Keine Stabilität in Nordafrika ohne Opposition

Unhaltbarer Status quo

Im Sinne der Stabilität in Nordafrika sollte die internationale Gemeinschaft weniger auf starke Staaten als auf starke Oppositionen setzen, meint Max Gallien.

„In Stabilität investieren“ lautet der Titel der Abschlusserklärung des gemeinsamen Gipfels der Arabischen Liga und der Europäischen Union, der diese Woche in Sharm el-Sheikh stattfand. Stabilität ist seit Jahren das dominierende Ziel der internationalen Gemeinschaft in Nordafrika – auch aus Sorge über Migration, Terror und zerbrechende Staaten an Europas Pforten.

So steht Stabilität im Zentrum von Entwicklungspolitik und der Kooperation im Sicherheitssektor – wobei über Menschenrechtsverletzungen oft diplomatisch geschwiegen wird. Diese Politik unterliegt einem fundamentalen Missverständnis darüber, was Stabilität in Nordafrika bedeutet – und riskiert damit, selbst aktiv zur Destabilisierung der Region beizutragen.

Nordafrika ist stabil, so die gängige Annahme, wenn es den dortigen Staaten gelingt, den Status quo zu erhalten. Allerdings ist die Region von massiven demographischen und wirtschaftlichen Veränderungen betroffen.

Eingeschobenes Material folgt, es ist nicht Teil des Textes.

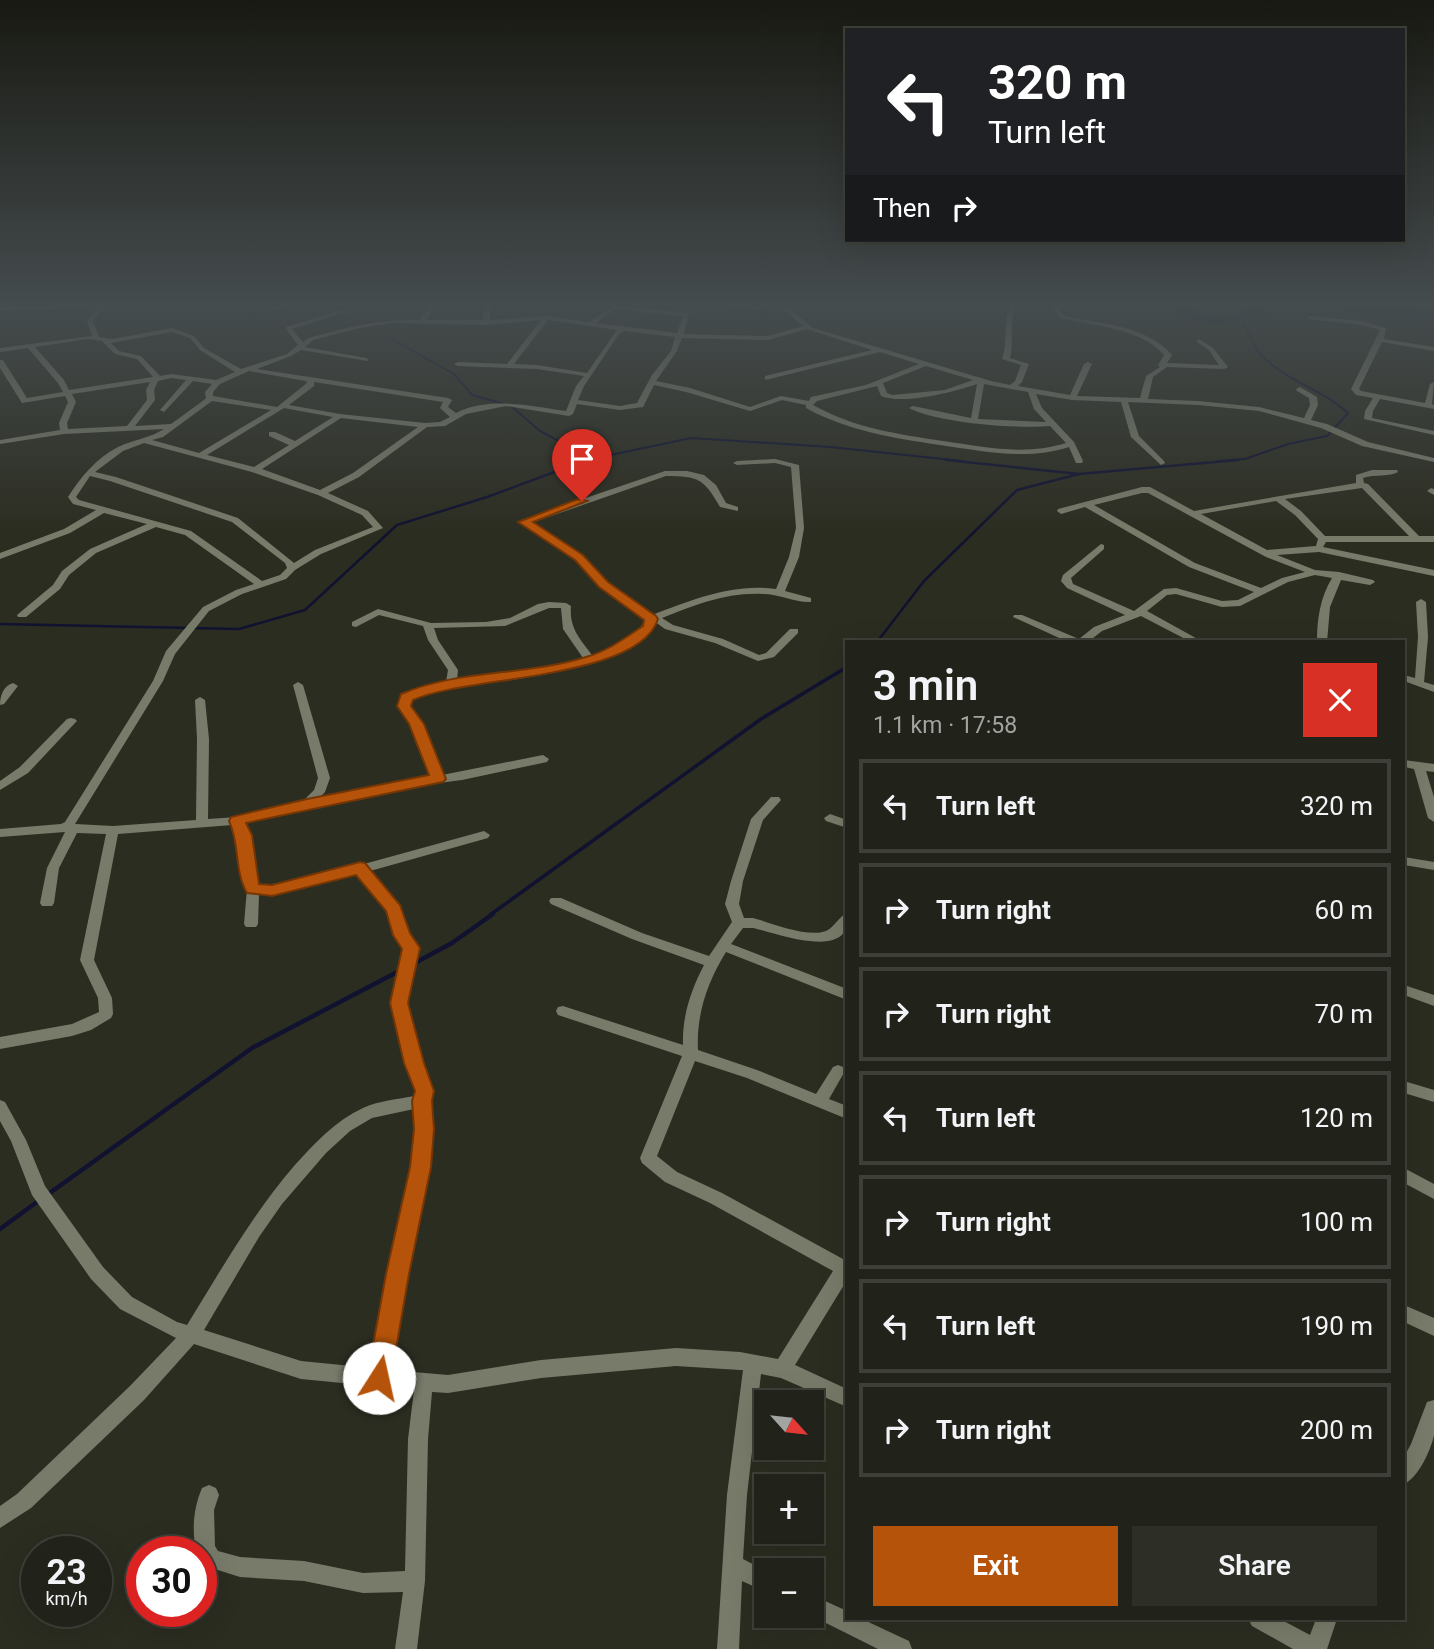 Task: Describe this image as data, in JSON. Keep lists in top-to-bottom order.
{
  "north": "bottom right",
  "page": {
    "turn": ["320 m", "Turn left"],
    "then": "Then",
    "heading": ["3 min", "1.1 km · 17:58"],
    "list": [
      {
        "name": "Turn left",
        "value": "320 m"
      },
      {
        "name": "Turn right",
        "value": "60 m"
      },
      {
        "name": "Turn right",
        "value": "70 m"
      },
      {
        "name": "Turn left",
        "value": "120 m"
      },
      {
        "name": "Turn right",
        "value": "100 m"
      },
      {
        "name": "Turn left",
        "value": "190 m"
      },
      {
        "name": "Turn right",
        "value": "200 m"
      }
    ],
    "map_buttons": ["+", "−"],
    "buttons": ["Exit", "Share"],
    "speed": "23 km/h",
    "limit": "30"
  }
} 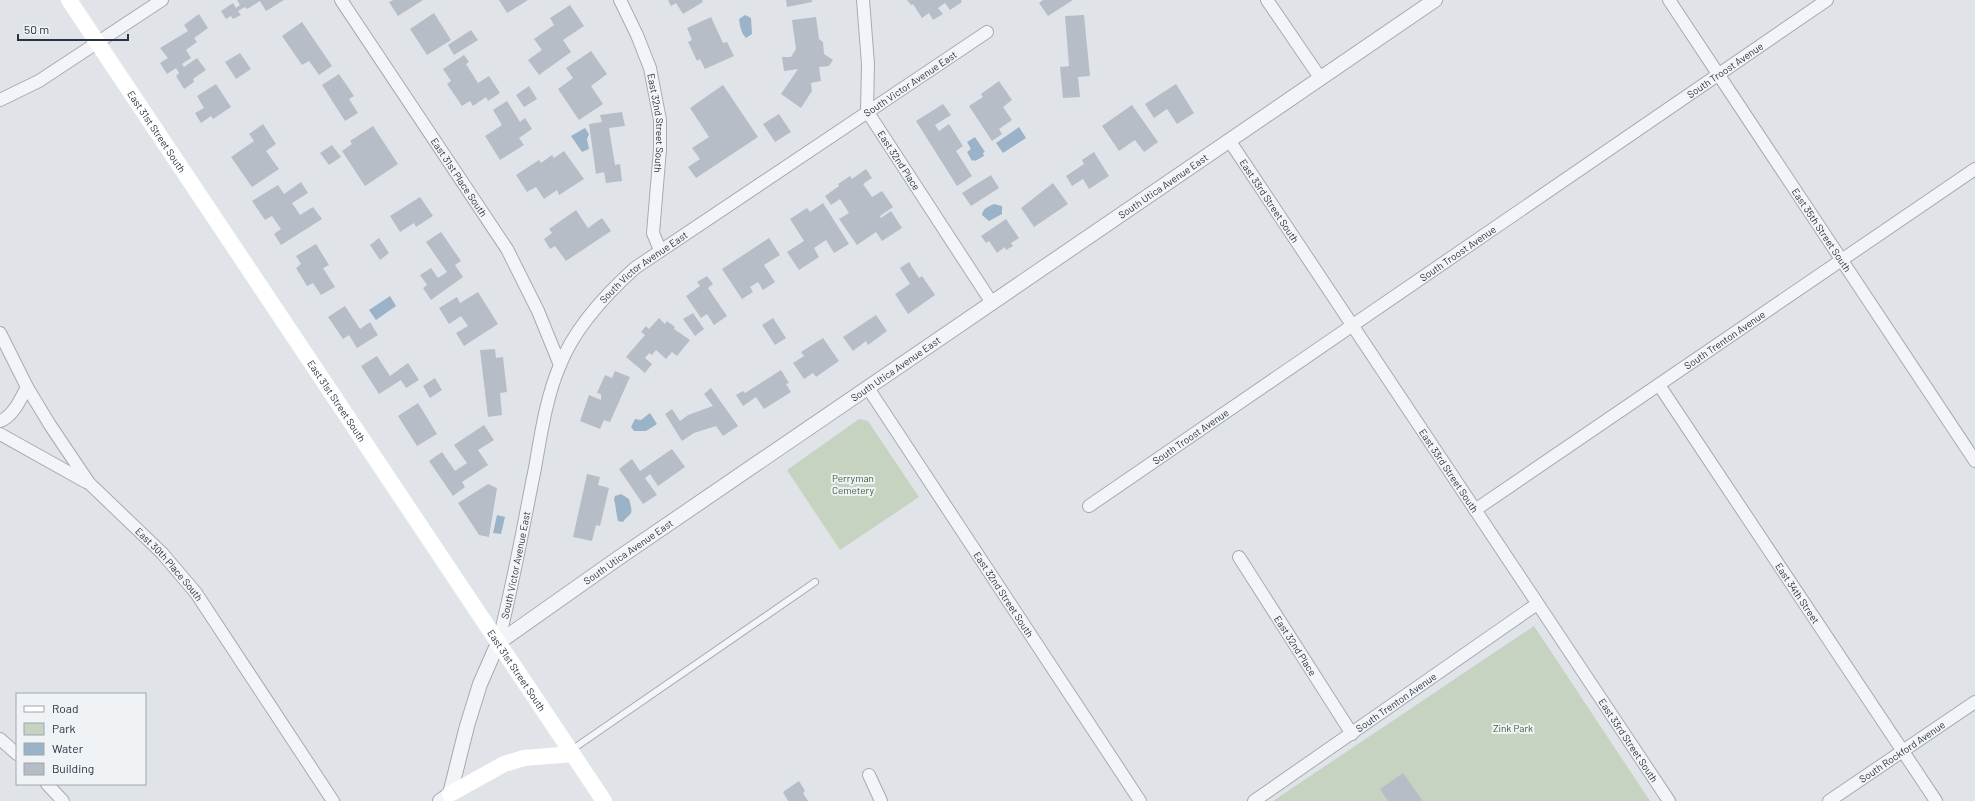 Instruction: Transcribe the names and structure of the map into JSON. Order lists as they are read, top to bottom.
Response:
{
  "streets": {
    "main road": ["East 31st Street South"],
    "street": [
      "South Troost Avenue",
      "South Victor Avenue East",
      "East 32nd Street South",
      "East 32nd Place",
      "East 31st Place South",
      "South Utica Avenue East",
      "East 33rd Street South",
      "East 35th Street South",
      "South Trenton Avenue",
      "East 30th Place South",
      "East 34th Street",
      "South Rockford Avenue"
    ]
  },
  "crossings": [
    ["South Troost Avenue", "East 33rd Street South"],
    ["South Troost Avenue", "East 35th Street South"],
    ["South Victor Avenue East", "East 32nd Street South"],
    ["South Victor Avenue East", "East 31st Street South"],
    ["South Victor Avenue East", "East 32nd Place"],
    ["South Victor Avenue East", "East 31st Place South"],
    ["South Victor Avenue East", "South Utica Avenue East"],
    ["East 32nd Street South", "South Utica Avenue East"],
    ["East 31st Street South", "South Utica Avenue East"],
    ["East 32nd Place", "South Utica Avenue East"],
    ["East 32nd Place", "South Trenton Avenue"],
    ["South Utica Avenue East", "East 33rd Street South"],
    ["East 33rd Street South", "South Trenton Avenue"],
    ["East 35th Street South", "South Trenton Avenue"],
    ["South Trenton Avenue", "East 34th Street"],
    ["East 34th Street", "South Rockford Avenue"]
  ],
  "parks": ["Perryman Cemetery", "Zink Park"],
  "legend": [
    "Road",
    "Park",
    "Water",
    "Building"
  ],
  "scale_bar": "50 m"
}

Die alten Gesellschaftsverträge zwischen Herrschern und Volk zerbröseln, die traditionelle Basis der autokratischen Eliten schwindet. Die Protestbewegungen der letzten Monate sind Symptom dieser strukturellen Probleme.

Stabilität in Nordafrika kann in diesen Zeiten daher nicht bedeuten, dass der Status quo um jeden Preis erhalten wird. Stabilität muss vielmehr heißen, dass die Region über Institutionen verfügt, die diese Veränderungen anregen und verhandeln können. Dafür fehlen der Region nicht in erster Linie starke Staaten und Regierungen, sondern eine starke Opposition.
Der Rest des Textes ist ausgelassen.